The deck you'd be proud of.
MLtitude builds finished training decks for L&D teams. You write a paragraph — what to teach, who it's for, the angle you want. We compose it into forty-plus designed layouts with real typography, your palette, your brand mark, your voice. Open it in PowerPoint, Keynote, or Slides and ship.
The deck shouldn't be the hard part.
L&D teams know what to teach. The hard part is composing it into something the room will actually look at. Templates from 2014. Slides that don't match the brand. Re-typing every quarter. MLtitude takes that part away.
- Hunt for last year's deck. Update half the numbers.
- Wait for design to make the new title slide.
- Discover the brand kit changed in March.
- Realise three slides need to be redrawn.
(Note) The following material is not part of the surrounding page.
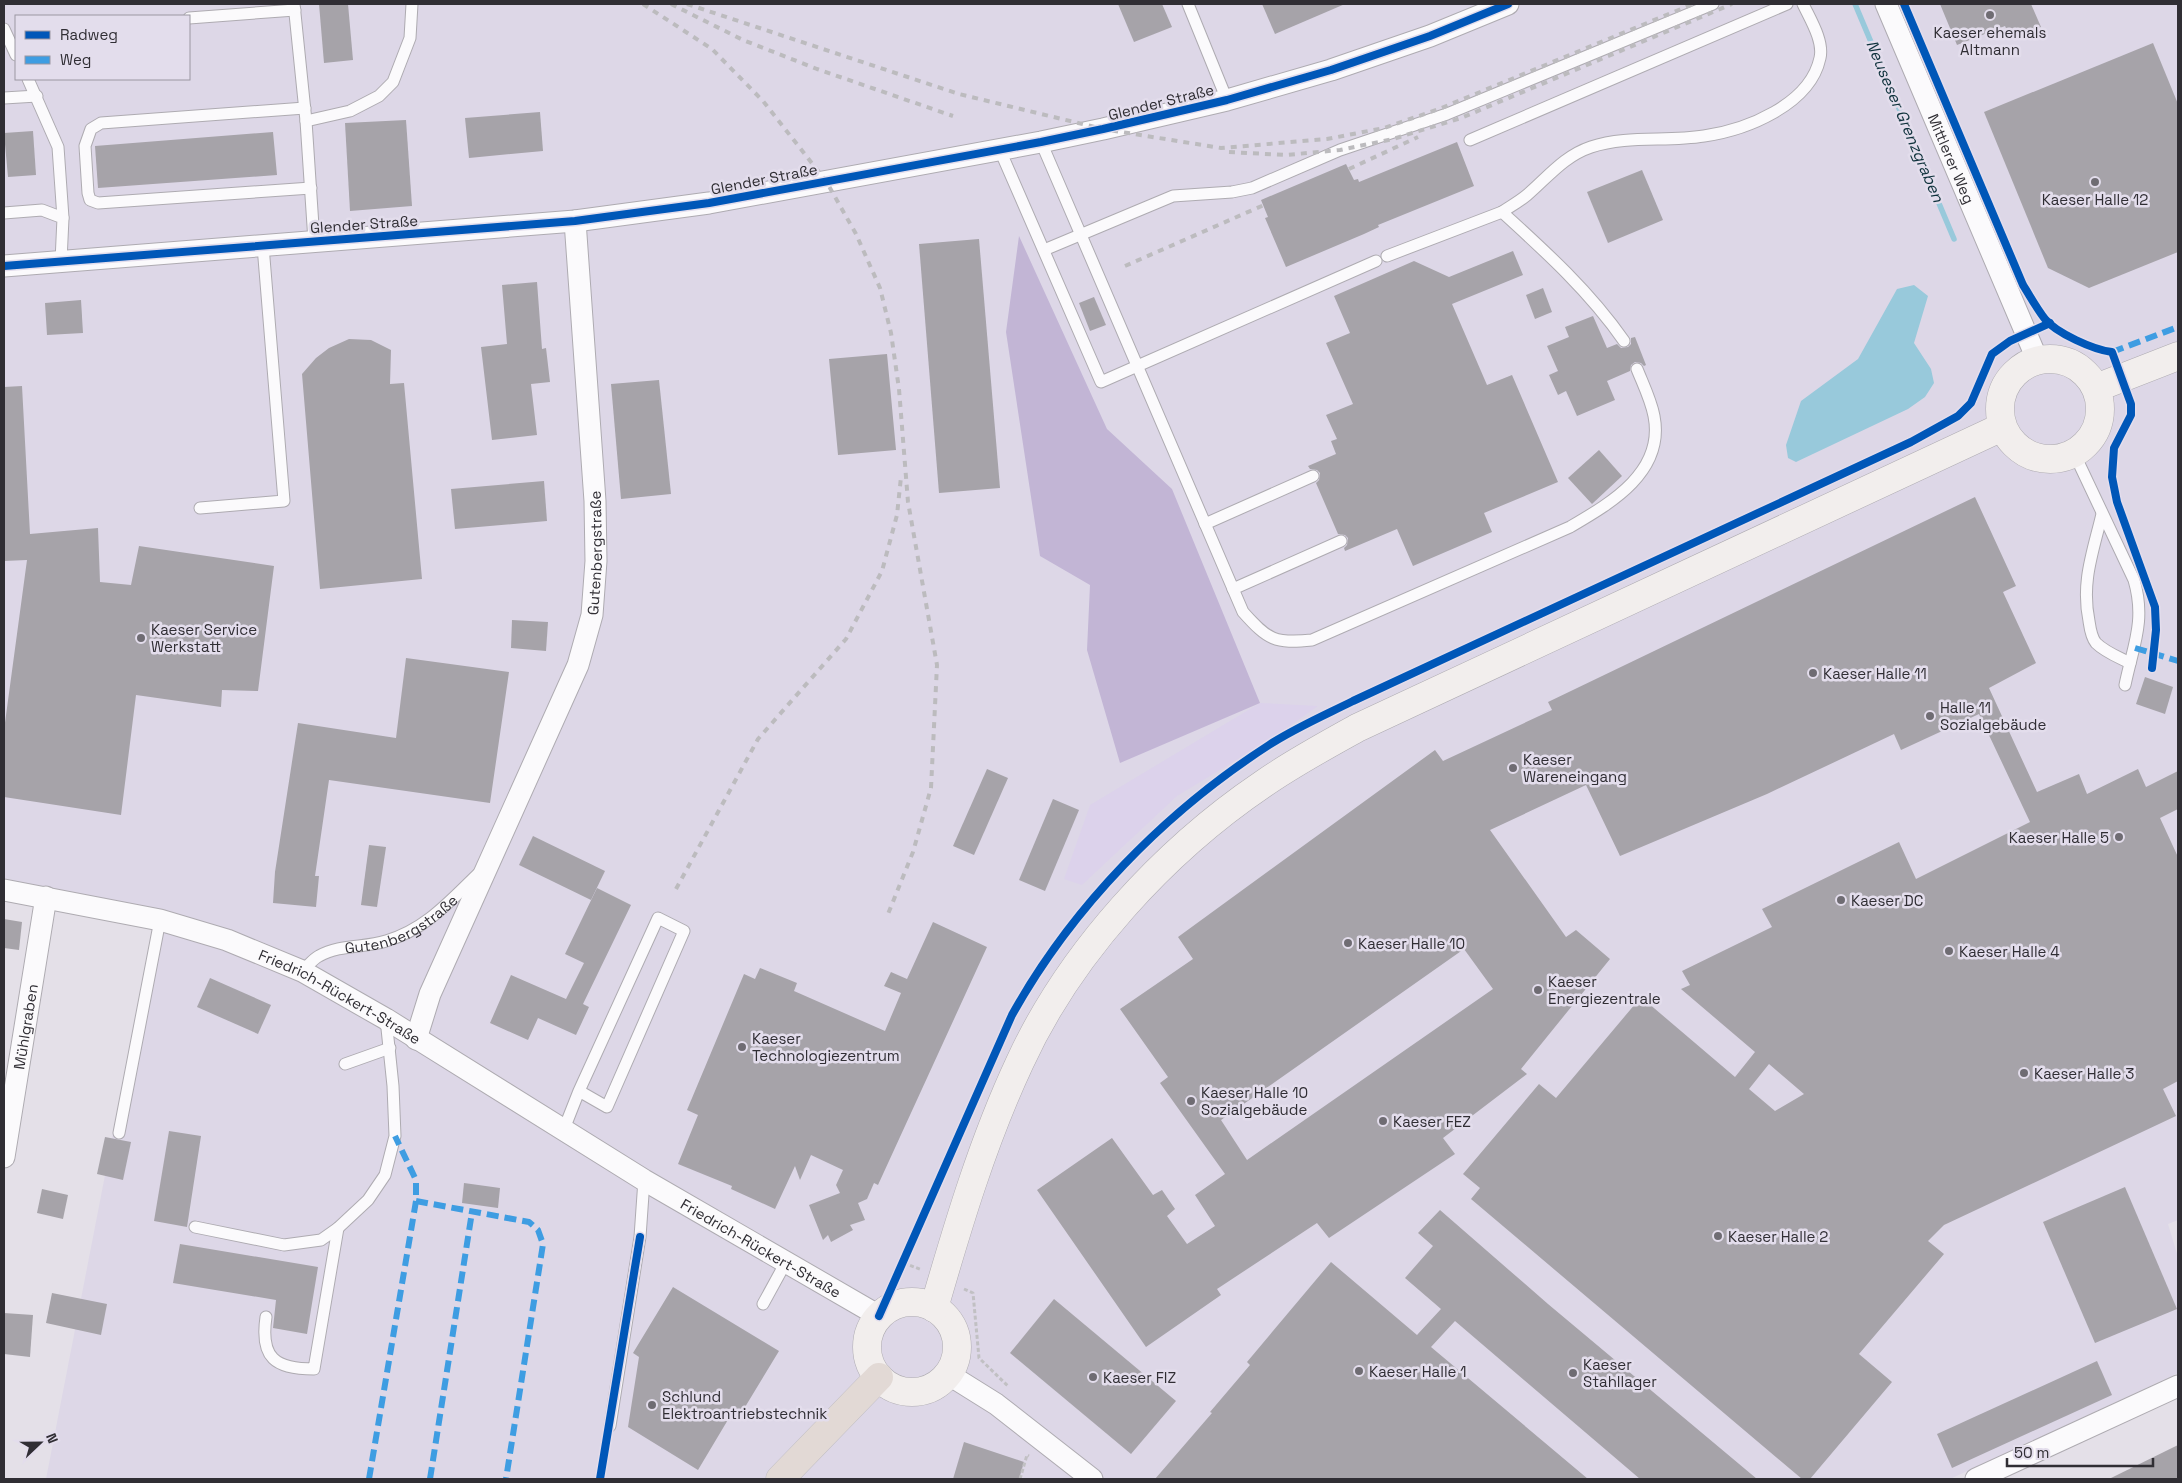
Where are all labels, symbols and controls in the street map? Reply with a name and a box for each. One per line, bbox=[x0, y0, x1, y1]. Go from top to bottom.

- Ship at 11 pm on Sunday. Train on Monday.
- Type the brief. Four sentences, one mug of tea.
- Review the slide plan. Swap two layouts. Approve.
- MLtitude composes the deck on brand. Open the .pptx.
- Edit the wording in the language your team prefers.
- Done by lunch. Ship before the standup ends.
The decks L&D teams ship every quarter.
Four of the surfaces customers turn to MLtitude for. There are more, but these are the ones that earn the seat on the team.
Week-one fundamentals, on brand, every cohort.
The deck a new hire sees in their first hour matters. MLtitude lets you keep that deck fresh — for product changes, for new offices, for new compliance lines — without re-templating from scratch every quarter.
The annual refresh, in an afternoon.
Sixty slides on a topic that legal updates twice a year. Brief once, regenerate with the new policy text, audit-trail keeps the previous version. Train on the latest without re-typing.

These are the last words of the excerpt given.